TO DO |
The whole of the data is to be returned without a single change.

RECORDS FOR THE TASK |
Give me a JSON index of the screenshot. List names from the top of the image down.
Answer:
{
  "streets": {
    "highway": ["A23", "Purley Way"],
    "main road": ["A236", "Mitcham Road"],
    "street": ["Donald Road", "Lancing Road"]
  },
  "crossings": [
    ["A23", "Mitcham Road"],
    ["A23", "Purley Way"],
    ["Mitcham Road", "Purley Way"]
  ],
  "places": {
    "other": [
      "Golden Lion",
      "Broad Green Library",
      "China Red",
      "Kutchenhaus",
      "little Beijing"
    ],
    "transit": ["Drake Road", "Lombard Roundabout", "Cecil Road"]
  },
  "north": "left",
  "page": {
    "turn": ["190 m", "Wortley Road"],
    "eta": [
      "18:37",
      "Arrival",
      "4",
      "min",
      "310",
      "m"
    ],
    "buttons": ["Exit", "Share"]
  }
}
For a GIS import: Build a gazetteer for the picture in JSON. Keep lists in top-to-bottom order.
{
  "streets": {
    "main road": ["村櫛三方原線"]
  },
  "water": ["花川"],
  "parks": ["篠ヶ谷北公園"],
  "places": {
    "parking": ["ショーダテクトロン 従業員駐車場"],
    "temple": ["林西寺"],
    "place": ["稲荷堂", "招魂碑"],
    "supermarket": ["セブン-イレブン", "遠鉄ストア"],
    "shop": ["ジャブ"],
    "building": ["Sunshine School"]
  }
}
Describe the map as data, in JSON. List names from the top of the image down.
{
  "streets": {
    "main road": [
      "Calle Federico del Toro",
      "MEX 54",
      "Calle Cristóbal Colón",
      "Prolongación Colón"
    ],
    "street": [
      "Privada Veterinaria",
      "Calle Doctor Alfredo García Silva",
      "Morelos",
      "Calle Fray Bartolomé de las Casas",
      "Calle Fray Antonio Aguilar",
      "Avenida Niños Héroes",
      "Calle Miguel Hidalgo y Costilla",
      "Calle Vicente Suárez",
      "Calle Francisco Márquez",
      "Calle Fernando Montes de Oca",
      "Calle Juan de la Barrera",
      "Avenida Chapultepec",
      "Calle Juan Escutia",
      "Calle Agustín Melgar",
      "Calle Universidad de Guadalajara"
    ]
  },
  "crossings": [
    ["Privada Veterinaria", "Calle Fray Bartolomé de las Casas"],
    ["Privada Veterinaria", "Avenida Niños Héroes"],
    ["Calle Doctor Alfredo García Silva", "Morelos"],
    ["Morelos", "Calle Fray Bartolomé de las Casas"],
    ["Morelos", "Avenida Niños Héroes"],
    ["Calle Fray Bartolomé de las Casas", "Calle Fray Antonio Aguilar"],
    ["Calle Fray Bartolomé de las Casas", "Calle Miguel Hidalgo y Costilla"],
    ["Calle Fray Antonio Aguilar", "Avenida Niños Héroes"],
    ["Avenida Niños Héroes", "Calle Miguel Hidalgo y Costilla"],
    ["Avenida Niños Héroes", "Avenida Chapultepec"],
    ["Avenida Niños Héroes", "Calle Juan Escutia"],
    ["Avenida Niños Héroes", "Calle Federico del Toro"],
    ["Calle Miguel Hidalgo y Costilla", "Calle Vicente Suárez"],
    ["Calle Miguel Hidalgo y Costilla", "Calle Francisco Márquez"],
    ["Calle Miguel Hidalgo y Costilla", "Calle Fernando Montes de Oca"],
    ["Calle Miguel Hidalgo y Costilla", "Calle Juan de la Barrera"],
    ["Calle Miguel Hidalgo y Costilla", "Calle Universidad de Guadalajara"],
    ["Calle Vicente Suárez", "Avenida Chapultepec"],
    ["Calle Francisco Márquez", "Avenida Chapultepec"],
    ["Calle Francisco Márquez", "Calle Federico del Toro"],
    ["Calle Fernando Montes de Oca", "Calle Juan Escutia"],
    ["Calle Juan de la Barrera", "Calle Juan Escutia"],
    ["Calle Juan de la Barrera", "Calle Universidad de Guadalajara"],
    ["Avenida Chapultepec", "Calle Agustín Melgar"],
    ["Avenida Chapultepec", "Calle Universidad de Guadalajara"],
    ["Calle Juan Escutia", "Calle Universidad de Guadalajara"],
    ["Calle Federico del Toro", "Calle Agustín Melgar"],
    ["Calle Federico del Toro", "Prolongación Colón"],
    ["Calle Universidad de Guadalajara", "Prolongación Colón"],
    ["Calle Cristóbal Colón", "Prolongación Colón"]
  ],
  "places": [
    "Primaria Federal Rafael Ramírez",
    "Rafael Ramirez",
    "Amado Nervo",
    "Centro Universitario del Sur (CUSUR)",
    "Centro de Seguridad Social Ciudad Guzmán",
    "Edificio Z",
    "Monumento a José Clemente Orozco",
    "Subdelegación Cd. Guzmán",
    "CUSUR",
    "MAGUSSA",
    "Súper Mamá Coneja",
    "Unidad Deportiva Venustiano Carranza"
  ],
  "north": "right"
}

ANSWER FOR THE TASK |
Give me a JSON index of the screenshot. List names from the top of the image down.
Answer:
{
  "streets": {
    "highway": ["A23", "Purley Way"],
    "main road": ["A236", "Mitcham Road"],
    "street": ["Donald Road", "Lancing Road"]
  },
  "crossings": [
    ["A23", "Mitcham Road"],
    ["A23", "Purley Way"],
    ["Mitcham Road", "Purley Way"]
  ],
  "places": {
    "other": [
      "Golden Lion",
      "Broad Green Library",
      "China Red",
      "Kutchenhaus",
      "little Beijing"
    ],
    "transit": ["Drake Road", "Lombard Roundabout", "Cecil Road"]
  },
  "north": "left",
  "page": {
    "turn": ["190 m", "Wortley Road"],
    "eta": [
      "18:37",
      "Arrival",
      "4",
      "min",
      "310",
      "m"
    ],
    "buttons": ["Exit", "Share"]
  }
}
For a GIS import: Build a gazetteer for the picture in JSON. Keep lists in top-to-bottom order.
{
  "streets": {
    "main road": ["村櫛三方原線"]
  },
  "water": ["花川"],
  "parks": ["篠ヶ谷北公園"],
  "places": {
    "parking": ["ショーダテクトロン 従業員駐車場"],
    "temple": ["林西寺"],
    "place": ["稲荷堂", "招魂碑"],
    "supermarket": ["セブン-イレブン", "遠鉄ストア"],
    "shop": ["ジャブ"],
    "building": ["Sunshine School"]
  }
}
Describe the map as data, in JSON. List names from the top of the image down.
{
  "streets": {
    "main road": [
      "Calle Federico del Toro",
      "MEX 54",
      "Calle Cristóbal Colón",
      "Prolongación Colón"
    ],
    "street": [
      "Privada Veterinaria",
      "Calle Doctor Alfredo García Silva",
      "Morelos",
      "Calle Fray Bartolomé de las Casas",
      "Calle Fray Antonio Aguilar",
      "Avenida Niños Héroes",
      "Calle Miguel Hidalgo y Costilla",
      "Calle Vicente Suárez",
      "Calle Francisco Márquez",
      "Calle Fernando Montes de Oca",
      "Calle Juan de la Barrera",
      "Avenida Chapultepec",
      "Calle Juan Escutia",
      "Calle Agustín Melgar",
      "Calle Universidad de Guadalajara"
    ]
  },
  "crossings": [
    ["Privada Veterinaria", "Calle Fray Bartolomé de las Casas"],
    ["Privada Veterinaria", "Avenida Niños Héroes"],
    ["Calle Doctor Alfredo García Silva", "Morelos"],
    ["Morelos", "Calle Fray Bartolomé de las Casas"],
    ["Morelos", "Avenida Niños Héroes"],
    ["Calle Fray Bartolomé de las Casas", "Calle Fray Antonio Aguilar"],
    ["Calle Fray Bartolomé de las Casas", "Calle Miguel Hidalgo y Costilla"],
    ["Calle Fray Antonio Aguilar", "Avenida Niños Héroes"],
    ["Avenida Niños Héroes", "Calle Miguel Hidalgo y Costilla"],
    ["Avenida Niños Héroes", "Avenida Chapultepec"],
    ["Avenida Niños Héroes", "Calle Juan Escutia"],
    ["Avenida Niños Héroes", "Calle Federico del Toro"],
    ["Calle Miguel Hidalgo y Costilla", "Calle Vicente Suárez"],
    ["Calle Miguel Hidalgo y Costilla", "Calle Francisco Márquez"],
    ["Calle Miguel Hidalgo y Costilla", "Calle Fernando Montes de Oca"],
    ["Calle Miguel Hidalgo y Costilla", "Calle Juan de la Barrera"],
    ["Calle Miguel Hidalgo y Costilla", "Calle Universidad de Guadalajara"],
    ["Calle Vicente Suárez", "Avenida Chapultepec"],
    ["Calle Francisco Márquez", "Avenida Chapultepec"],
    ["Calle Francisco Márquez", "Calle Federico del Toro"],
    ["Calle Fernando Montes de Oca", "Calle Juan Escutia"],
    ["Calle Juan de la Barrera", "Calle Juan Escutia"],
    ["Calle Juan de la Barrera", "Calle Universidad de Guadalajara"],
    ["Avenida Chapultepec", "Calle Agustín Melgar"],
    ["Avenida Chapultepec", "Calle Universidad de Guadalajara"],
    ["Calle Juan Escutia", "Calle Universidad de Guadalajara"],
    ["Calle Federico del Toro", "Calle Agustín Melgar"],
    ["Calle Federico del Toro", "Prolongación Colón"],
    ["Calle Universidad de Guadalajara", "Prolongación Colón"],
    ["Calle Cristóbal Colón", "Prolongación Colón"]
  ],
  "places": [
    "Primaria Federal Rafael Ramírez",
    "Rafael Ramirez",
    "Amado Nervo",
    "Centro Universitario del Sur (CUSUR)",
    "Centro de Seguridad Social Ciudad Guzmán",
    "Edificio Z",
    "Monumento a José Clemente Orozco",
    "Subdelegación Cd. Guzmán",
    "CUSUR",
    "MAGUSSA",
    "Súper Mamá Coneja",
    "Unidad Deportiva Venustiano Carranza"
  ],
  "north": "right"
}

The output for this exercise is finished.